La beauté traversait confusément le tissu, comme un feu qui brille derrière une toile métallique. On ne la voyait pas, mais on la sentait belle.

Elle était vêtue d’une longue robe blanche, qui s’arrangeait à petits plis fins et fripés comme ceux des draperies de Phidias, et sur laquelle tranchaient, avec une grâce coquette et funèbre, les réseaux noirs des dentelles de la mantille.

— Madame, dit Volmerange, ne relèverez-vous pas ce voile ? Puisque vous avez la confiance de venir chez moi à cette heure, ces précautions sont inutiles : votre secret ne court aucun danger ; vous me cachez votre nom, laissez-moi au moins voir votre figure.

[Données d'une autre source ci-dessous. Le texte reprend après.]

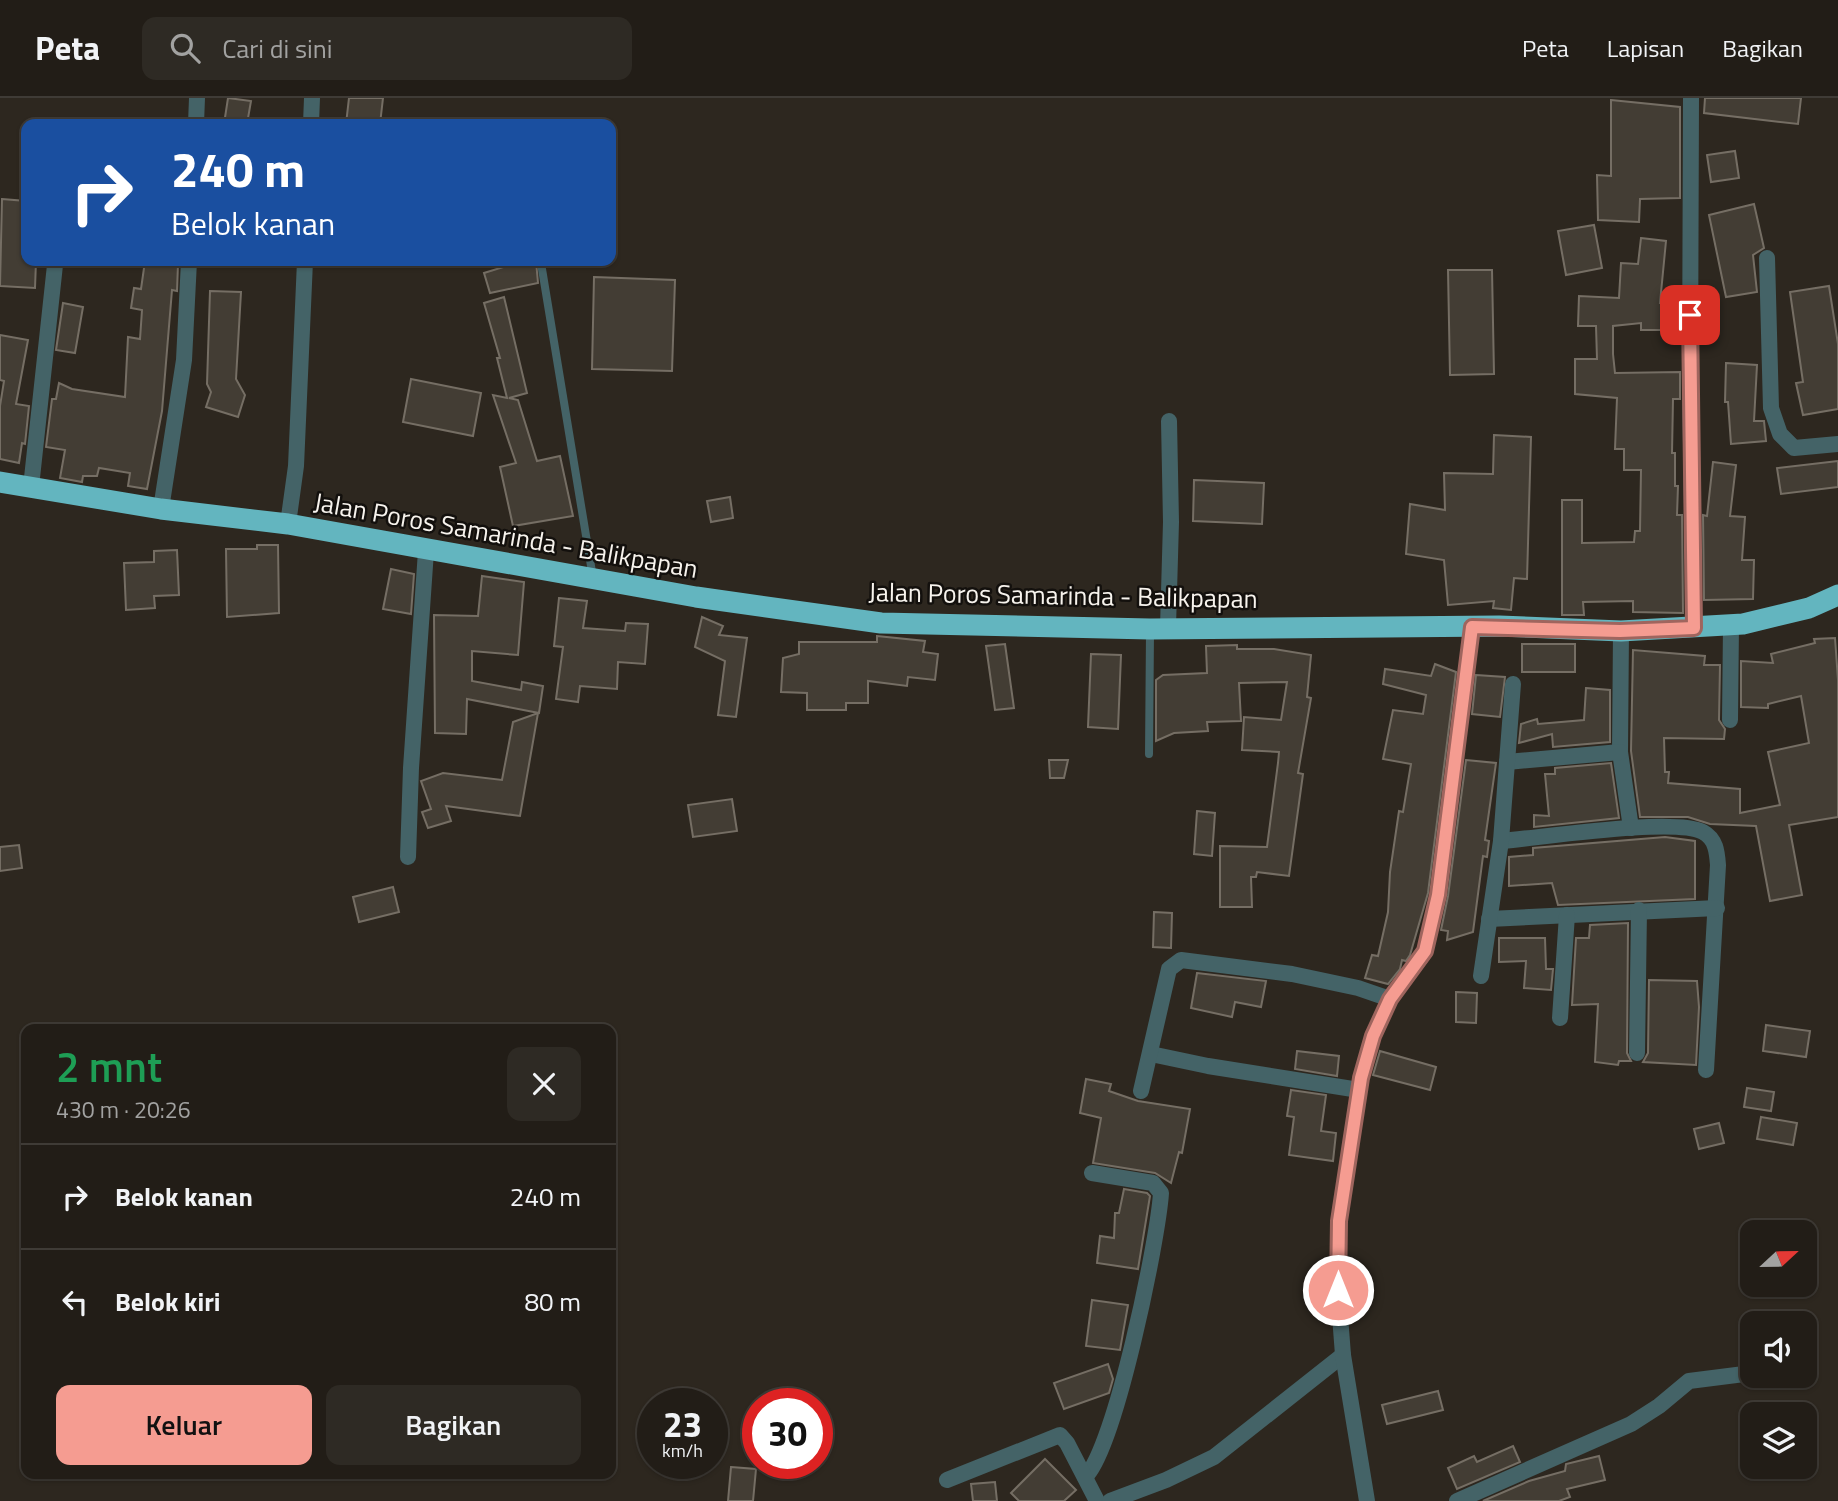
<!DOCTYPE html>
<html lang="id">
<head>
<meta charset="utf-8">
<style>
  :root { --surface:#221d17; --page:#2e2a24; --text:#f1f3f6; --muted:#a2a2a1; --line:#3f3b36; --accent:#f59c91 }
  body { margin:0; font-family:"Titillium Web",sans-serif; background:var(--page); color:var(--text); height:100vh; display:flex; flex-direction:column; font-size:26px; white-space:nowrap }
  * { box-sizing:border-box; margin:0 }
  p { font-size:23px; color:var(--muted) }
  .icon { flex:none; width:38px; height:38px; fill:none; stroke:currentColor; stroke-width:2; stroke-linecap:round; stroke-linejoin:round }
  .map { position:relative; flex:1; overflow:hidden }
  .details { position:absolute; left:21px; top:926px; width:595px; height:455px; display:flex; flex-direction:column; background:var(--surface); border-radius:14px; box-shadow:0 2px 5px #0004,0 0 0 2px var(--line) }
  .details>* { flex:none }
  .top-card { position:absolute; left:21px; top:21px; width:595px; height:147px; border-radius:14px; box-shadow:0 2px 5px #0004,0 0 0 2px var(--line); background:#1a4fa0; color:#fff; overflow:hidden }
  .needle { width:46px; rotate:68deg }
  .controls { position:absolute; left:1740px; top:1122px; display:grid; gap:14px }
  .controls a { display:grid; place-items:center; width:77px; height:77px; border-radius:14px; background:var(--surface); box-shadow:0 2px 5px #0004,0 0 0 2px var(--line); font-size:35px }
  .speed { position:absolute; left:637px; top:1290px; display:flex; gap:14px; font-size:35px; font-weight:700; text-align:center }
  .speed>* { display:grid; place-content:center; width:91px; height:91px; border-radius:50%; background:var(--surface); box-shadow:0 2px 5px #0004,0 0 0 2px var(--line); line-height:1 }
  .speed small { font-size:18px; font-weight:400 }
  .speed .limit { border:10px solid #d22; background:#fff; color:#111 }
  .pin { position:absolute; display:grid; place-items:center; width:60px; height:60px; color:#fff; margin:-30px; border-radius:14px; box-shadow:0 4px 10px #0006 }
  .me { position:absolute; width:77px; margin:-38px; rotate:0deg; stroke-linejoin:round; filter:drop-shadow(0 0 5px #0008) }
  .turn { display:flex; align-items:center; gap:24px; height:147px; padding:0 35px; font-size:32px }
  .turn .icon { width:91px; height:91px; stroke-width:2.5 }
  .turn b { display:block; font-size:49px; line-height:60px }
  .round { display:grid; place-items:center; flex:none; width:74px; height:74px; border-radius:14px; background:var(--page) }
  .overview { display:flex; align-items:center; justify-content:space-between; height:119px; padding:0 35px }
  h1 { font-size:42px; font-weight:600; line-height:52px; color:#1e9e55 }
  .cta { display:flex; gap:14px; margin-top:auto; padding:14px 35px }
  .cta a { flex:1; height:80px; border-radius:14px; background:var(--accent); color:#111; font-size:28px; font-weight:600; line-height:80px; text-align:center }
  .cta a+a { background:var(--page); color:var(--text) }
  ul { padding:0; list-style:none }
  li { display:flex; align-items:center; gap:21px; height:105px; padding:0 35px; border-top:2px solid var(--line) }
  li div { flex:1 }
  li b { display:block; font-size:26px }
  li em { font-style:normal }
  header { display:flex; align-items:center; gap:42px; box-sizing:border-box; height:98px; padding:0 35px; background:var(--surface); border-bottom:2px solid var(--line) }
  header strong { font-size:33px }
  nav { display:flex; gap:38px; margin-inline-start:auto; font-size:24px }
  .search { width:490px; height:63px; background:var(--page); display:flex; align-items:center; gap:18px; box-sizing:border-box; padding:0 24px; border-radius:14px; color:var(--muted); font-size:26px }
  .map>svg:first-child { display:block }
  .building { fill:#433d34; stroke:#756e64; stroke-width:2 }
  .lines { fill:none; stroke-linecap:round; stroke-linejoin:round }
  .lane { stroke:#446367; stroke-width:8 }
  .street { stroke:#446367; stroke-width:16 }
  .highway { stroke:#63b5bf; stroke-width:21 }
  .route-casing { stroke:#9f655e; stroke-width:18 }
  .route { stroke:#f59c91; stroke-width:12 }
  .labels { text-anchor:middle; dominant-baseline:central; stroke-width:5; stroke-linejoin:round; paint-order:stroke }
  .street-label { font-size:26px; fill:#f7f3ed; stroke:#13100d }
</style>
</head>
<body>
<header>
<strong>Peta</strong>
<div class="search"><svg class="icon" aria-label="search" viewBox="0 0 24 24"><circle cx="10" cy="10" r="6"/><path d="M15 15l6 6"/></svg>Cari di sini</div>
<nav><a>Peta</a><a>Lapisan</a><a>Bagikan</a></nav>
</header>
<div class="map">
<svg width="1838" height="1403" viewBox="0 0 1838 1403">
  <rect width="100%" height="100%" fill="#2d271f"/>
  <g class="building">
    <polygon points="228,0 251,3 247,26 224,26"/>
    <polygon points="349,0 383,0 380,26 346,26"/>
    <polygon points="1705,0 1801,0 1798,26 1704,15"/>
    <polygon points="1611,2 1680,9 1680,100 1640,101 1639,124 1598,122 1597,77 1611,78"/>
    <polygon points="1735,53 1739,80 1711,84 1707,57"/>
    <polygon points="2,101 26,103 26,163 36,163 35,190 0,188"/>
    <polygon points="1754,106 1764,150 1753,157 1757,194 1726,199 1709,117"/>
    <polygon points="1594,127 1602,170 1566,177 1558,133"/>
    <polygon points="1641,140 1666,143 1660,205 1680,205 1680,232 1641,232 1641,225 1613,228 1613,256 1615,275 1680,274 1680,301 1673,301 1672,355 1675,355 1675,388 1678,388 1677,417 1682,417 1683,515 1633,514 1633,503 1583,504 1584,517 1562,517 1562,402 1582,402 1582,445 1634,444 1635,433 1640,433 1641,372 1624,372 1624,351 1615,351 1617,300 1575,296 1575,261 1597,261 1596,228 1578,228 1579,198 1619,200 1621,165 1638,166"/>
    <polygon points="145,163 178,166 177,193 172,192 162,313 147,391 128,388 130,375 99,370 97,378 83,378 82,384 60,380 65,352 46,349 52,301 56,301 59,285 72,291 125,299 128,239 140,241 142,212 131,210 134,190 141,191"/>
    <polygon points="513,163 536,163 538,185 490,195 484,175 513,166"/>
    <polygon points="1448,172 1492,172 1494,276 1450,277"/>
    <polygon points="594,179 675,182 672,273 592,271"/>
    <polygon points="1829,188 1838,246 1838,311 1803,317 1796,285 1803,284 1790,194"/>
    <polygon points="210,193 241,194 236,281 245,297 238,319 206,309 211,294 207,286"/>
    <polygon points="504,199 527,295 509,300 518,302 537,363 560,358 573,418 513,428 500,369 516,365 493,297 507,300 497,260 500,260 484,205"/>
    <polygon points="63,205 83,209 75,255 56,252"/>
    <polygon points="0,237 28,242 16,306 29,308 25,346 22,345 19,365 0,361 0,308 4,283 0,282"/>
    <polygon points="1726,265 1757,267 1754,323 1764,323 1766,343 1731,346 1728,304 1725,304"/>
    <polygon points="411,281 481,295 473,338 403,324"/>
    <polygon points="1494,337 1531,339 1527,481 1514,480 1511,512 1493,510 1494,503 1448,507 1444,462 1406,456 1410,406 1445,412 1444,375 1493,376"/>
    <polygon points="1838,363 1838,389 1781,396 1777,370"/>
    <polygon points="1713,364 1736,367 1730,418 1745,419 1742,462 1754,462 1753,501 1704,502 1703,417 1707,418"/>
    <polygon points="1194,382 1264,385 1262,426 1193,423"/>
    <polygon points="730,399 733,420 711,424 707,403"/>
    <polygon points="257,447 278,447 279,515 227,519 226,451 257,451"/>
    <polygon points="177,452 179,497 154,498 155,510 126,512 124,465 154,464 154,453"/>
    <polygon points="391,471 414,476 411,516 383,511"/>
    <polygon points="482,478 524,484 518,557 472,553 472,583 521,592 522,584 543,588 539,615 467,601 466,636 435,635 434,517 478,518"/>
    <polygon points="559,500 587,503 583,530 625,533 626,525 648,526 645,566 618,564 617,591 580,588 578,604 556,601 563,549 554,548"/>
    <polygon points="702,519 723,528 719,537 747,540 736,619 718,617 725,563 695,549"/>
    <polygon points="877,538 925,543 923,554 938,556 935,582 908,579 907,588 868,583 868,605 846,605 846,612 807,612 807,595 781,594 783,560 799,556 799,544 877,544"/>
    <polygon points="1835,540 1838,582 1838,719 1789,727 1802,797 1770,803 1756,728 1710,726 1688,719 1640,719 1631,653 1633,552 1705,558 1704,567 1720,567 1719,622 1725,631 1724,641 1664,640 1665,674 1669,674 1668,685 1740,691 1740,715 1780,707 1768,654 1809,645 1801,598 1768,606 1768,610 1741,609 1741,563 1773,565 1771,556 1815,545 1814,541"/>
    <polygon points="1005,546 1014,610 995,612 986,548"/>
    <rect x="1522" y="546" width="53" height="28"/>
    <polygon points="1237,547 1237,551 1274,551 1311,557 1307,599 1311,600 1298,675 1303,676 1289,778 1257,774 1256,779 1251,779 1252,809 1220,809 1220,748 1267,749 1278,665 1279,654 1242,652 1244,619 1281,622 1287,584 1239,585 1241,623 1207,624 1208,633 1174,635 1156,643 1156,582 1163,577 1207,575 1206,548"/>
    <polygon points="1091,556 1121,557 1118,631 1088,629"/>
    <polygon points="1435,566 1456,574 1428,795 1410,857 1406,863 1402,862 1400,871 1388,886 1365,880 1372,857 1378,858 1388,814 1390,774 1399,713 1403,714 1411,666 1383,661 1393,612 1423,616 1426,597 1383,586 1385,571 1431,578"/>
    <polygon points="1476,577 1505,579 1500,619 1472,616"/>
    <polygon points="1586,590 1610,592 1610,644 1553,649 1552,636 1519,645 1521,626 1537,621 1538,626 1584,622"/>
    <polygon points="538,615 520,718 446,708 451,723 428,730 422,714 431,711 421,683 443,675 502,682 513,624"/>
    <polygon points="1049,662 1068,662 1064,680 1050,680"/>
    <polygon points="1466,662 1496,665 1485,742 1489,743 1487,759 1483,758 1473,834 1447,842 1448,833 1441,832 1448,798"/>
    <polygon points="1611,665 1619,720 1534,729 1534,717 1549,718 1545,676 1555,676 1555,670"/>
    <polygon points="732,701 737,733 693,739 688,707"/>
    <polygon points="1197,713 1215,715 1212,758 1194,756"/>
    <polygon points="1665,739 1695,743 1695,801 1558,807 1552,785 1509,788 1509,759 1533,757 1533,750"/>
    <polygon points="19,747 22,770 0,773 0,749"/>
    <polygon points="393,789 399,814 359,824 353,799"/>
    <polygon points="1154,814 1172,815 1171,850 1153,849"/>
    <polygon points="1628,825 1627,955 1631,963 1619,963 1618,967 1595,964 1598,906 1572,907 1576,840 1589,840 1590,827"/>
    <polygon points="1499,840 1545,840 1546,871 1553,871 1551,892 1524,890 1526,863 1499,864"/>
    <polygon points="1197,875 1266,883 1261,909 1235,904 1232,919 1191,910"/>
    <polygon points="1649,882 1697,883 1699,909 1696,967 1643,964 1648,955"/>
    <polygon points="1456,894 1477,895 1476,925 1456,924"/>
    <polygon points="1766,927 1810,933 1806,959 1763,953"/>
    <polygon points="1297,953 1339,958 1337,978 1295,971"/>
    <polygon points="1380,953 1436,969 1430,992 1373,977"/>
    <polygon points="1086,981 1111,986 1109,993 1138,1003 1190,1011 1182,1055 1179,1054 1171,1085 1155,1075 1093,1065 1101,1020 1080,1015"/>
    <polygon points="1747,990 1774,994 1771,1013 1744,1009"/>
    <polygon points="1291,992 1326,997 1321,1033 1336,1035 1333,1063 1289,1057 1294,1019 1287,1018"/>
    <polygon points="1761,1019 1797,1025 1793,1047 1757,1041"/>
    <polygon points="1719,1025 1724,1045 1699,1051 1694,1031"/>
    <polygon points="1124,1091 1147,1095 1150,1098 1138,1171 1097,1165 1100,1138 1114,1140 1115,1115 1119,1115"/>
    <polygon points="1092,1202 1128,1207 1120,1252 1086,1248"/>
    <polygon points="1108,1266 1113,1281 1109,1295 1064,1311 1054,1285"/>
    <polygon points="1438,1293 1443,1312 1387,1326 1382,1307"/>
    <polygon points="1513,1348 1520,1364 1457,1391 1448,1370 1474,1358 1477,1364"/>
    <polygon points="1599,1358 1605,1382 1567,1391 1570,1399 1559,1403 1483,1403 1529,1383 1565,1373 1566,1366"/>
    <polygon points="1045,1361 1076,1392 1064,1403 1019,1403 1011,1395"/>
    <polygon points="731,1369 756,1371 753,1403 728,1403"/>
    <polygon points="995,1384 997,1403 973,1403 971,1386"/>
  </g>
  <g class="lines">
    <g class="lane">
      <polyline points="542,171 593,480"/>
      <polyline points="1149,656 1150,534"/>
    </g>
    <g class="street">
      <polyline points="1691,0 1690,286 1694,530"/>
      <polyline points="196,26 197,0"/>
      <polyline points="311,26 312,0"/>
      <polyline points="1767,160 1771,310 1780,336 1794,350 1838,346"/>
      <polyline points="31,389 55,167"/>
      <polyline points="161,411 184,262 189,163"/>
      <polyline points="288,426 296,368 305,163"/>
      <polyline points="1168,529 1171,424 1169,323"/>
      <polyline points="1621,533 1620,654 1631,730"/>
      <polyline points="1730,622 1731,527"/>
      <polyline points="1507,664 1620,654"/>
      <path d="M1501,743C1540,740 1674,719 1703,734C1716,741 1717,754 1718,767L1706,972"/>
      <polyline points="408,759 411,670 426,453"/>
      <polyline points="1489,821 1717,810"/>
      <polyline points="1481,878 1501,743 1513,586"/>
      <polyline points="1560,920 1567,817"/>
      <polyline points="1637,955 1639,812"/>
      <polyline points="1151,956 1208,968 1359,992"/>
      <polyline points="1141,993 1169,871 1181,862 1292,876 1358,890 1390,901"/>
      <path d="M1085,1379C1115,1351 1158,1142 1161,1095L1153,1085L1092,1075"/>
      <polyline points="947,1382 1060,1337 1067,1345 1097,1403"/>
      <polyline points="1110,1403 1166,1382 1214,1359 1343,1257"/>
      <polyline points="1367,1403 1343,1257 1338,1192 1339,1123 1361,980 1373,938 1390,901 1425,854 1438,797 1472,529"/>
      <polyline points="1457,1403 1631,1326 1659,1308 1689,1283 1752,1275"/>
    </g>
    <polyline class="highway" points="0,384 161,411 288,426 696,499 881,525 1150,531 1499,528 1621,533 1743,526 1809,510 1838,497"/>
  </g>
  <g class="lines">
    <defs>
      <polyline id="route" points="1338,1192 1339,1123 1361,980 1373,938 1390,901 1425,853 1438,797 1472,529 1620,533 1694,530 1690,217"/>
    </defs>
    <use href="#route" class="route-casing"/>
    <use href="#route" class="route"/>
  </g>
  <g class="labels">
    <g class="street-label">
      <text transform="translate(506 437) rotate(10)">Jalan Poros Samarinda - Balikpapan</text>
      <text transform="translate(1063 497) rotate(1)">Jalan Poros Samarinda - Balikpapan</text>
    </g>
  </g>
</svg>
<div class="controls">
<a><svg class="needle" viewBox="-14 -14 28 28"><path d="M0-13l5 13h-10z" fill="#e53935"/><path d="M0 13l5-13h-10z" fill="#a2a2a1"/></svg></a>
<a><svg class="icon" aria-label="sound" viewBox="0 0 24 24"><path d="M4 9h4l5-4v14l-5-4H4zM17 9q2 3 0 6"/></svg></a>
<a><svg class="icon" aria-label="layers" viewBox="0 0 24 24"><path d="M12 4l9 5-9 5-9-5zM3 14l9 5 9-5"/></svg></a>
</div>
<div class="speed"><div>23<small>km/h</small></div><div class="limit">30</div></div>
<div class="pin" style="left:1690px;top:217px;background:#d93025"><svg class="icon" aria-label="arrive" viewBox="0 0 24 24"><path d="M6 21V4h12l-3 4 3 4H6"/></svg></div>
<svg class="me" style="left:1338px;top:1192px" viewBox="-20 -20 40 40"><circle r="17" fill="#f59c91" stroke="#fff" stroke-width="3"/><path d="M0-11L8 9 0 5-8 9z" fill="#fff"/></svg>
<div class="top-card">
<div class="turn"><svg class="icon" aria-label="right" viewBox="0 0 24 24"><path d="M7 20v-9h11M14 6l5 5-5 5"/></svg><div><b>240 m</b>Belok kanan</div></div>
</div>
<section class="details">
<div class="overview"><div><h1>2 mnt</h1><p>430 m · 20:26</p></div><a class="round"><svg class="icon" aria-label="close" viewBox="0 0 24 24"><path d="M6 6l12 12M18 6L6 18"/></svg></a></div>
<ul>
<li><svg class="icon" aria-label="right" viewBox="0 0 24 24"><path d="M7 20v-9h11M14 6l5 5-5 5"/></svg><div><b>Belok kanan</b></div><em>240 m</em></li>
<li><svg class="icon" aria-label="left" viewBox="0 0 24 24"><path d="M17 20v-9H6M10 6l-5 5 5 5"/></svg><div><b>Belok kiri</b></div><em>80 m</em></li>
</ul>
<div class="cta"><a>Keluar</a><a>Bagikan</a></div>
</section>
</div>
</body>
</html>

— Vous le voulez ? répondit l’inconnue d’une voix douce et pénétrante.

Cette voix connue fit courir un frisson dans les cheveux de Volmerange.

La dame, d’une main blanche, fluette, et dont la forme réveillait mille souvenirs dans la mémoire du comte, commença à remonter lentement les plis noirs de la dentelle.

D’abord apparut un menton charmant marqué d’un petit signe qui remplit Volmerange de trouble, puis une bouche d’un rose vivace qui porta sa terreur au plus haut point, et ensuite un nez grec et d’adorables yeux bruns qui le rendirent fou d’épouvante.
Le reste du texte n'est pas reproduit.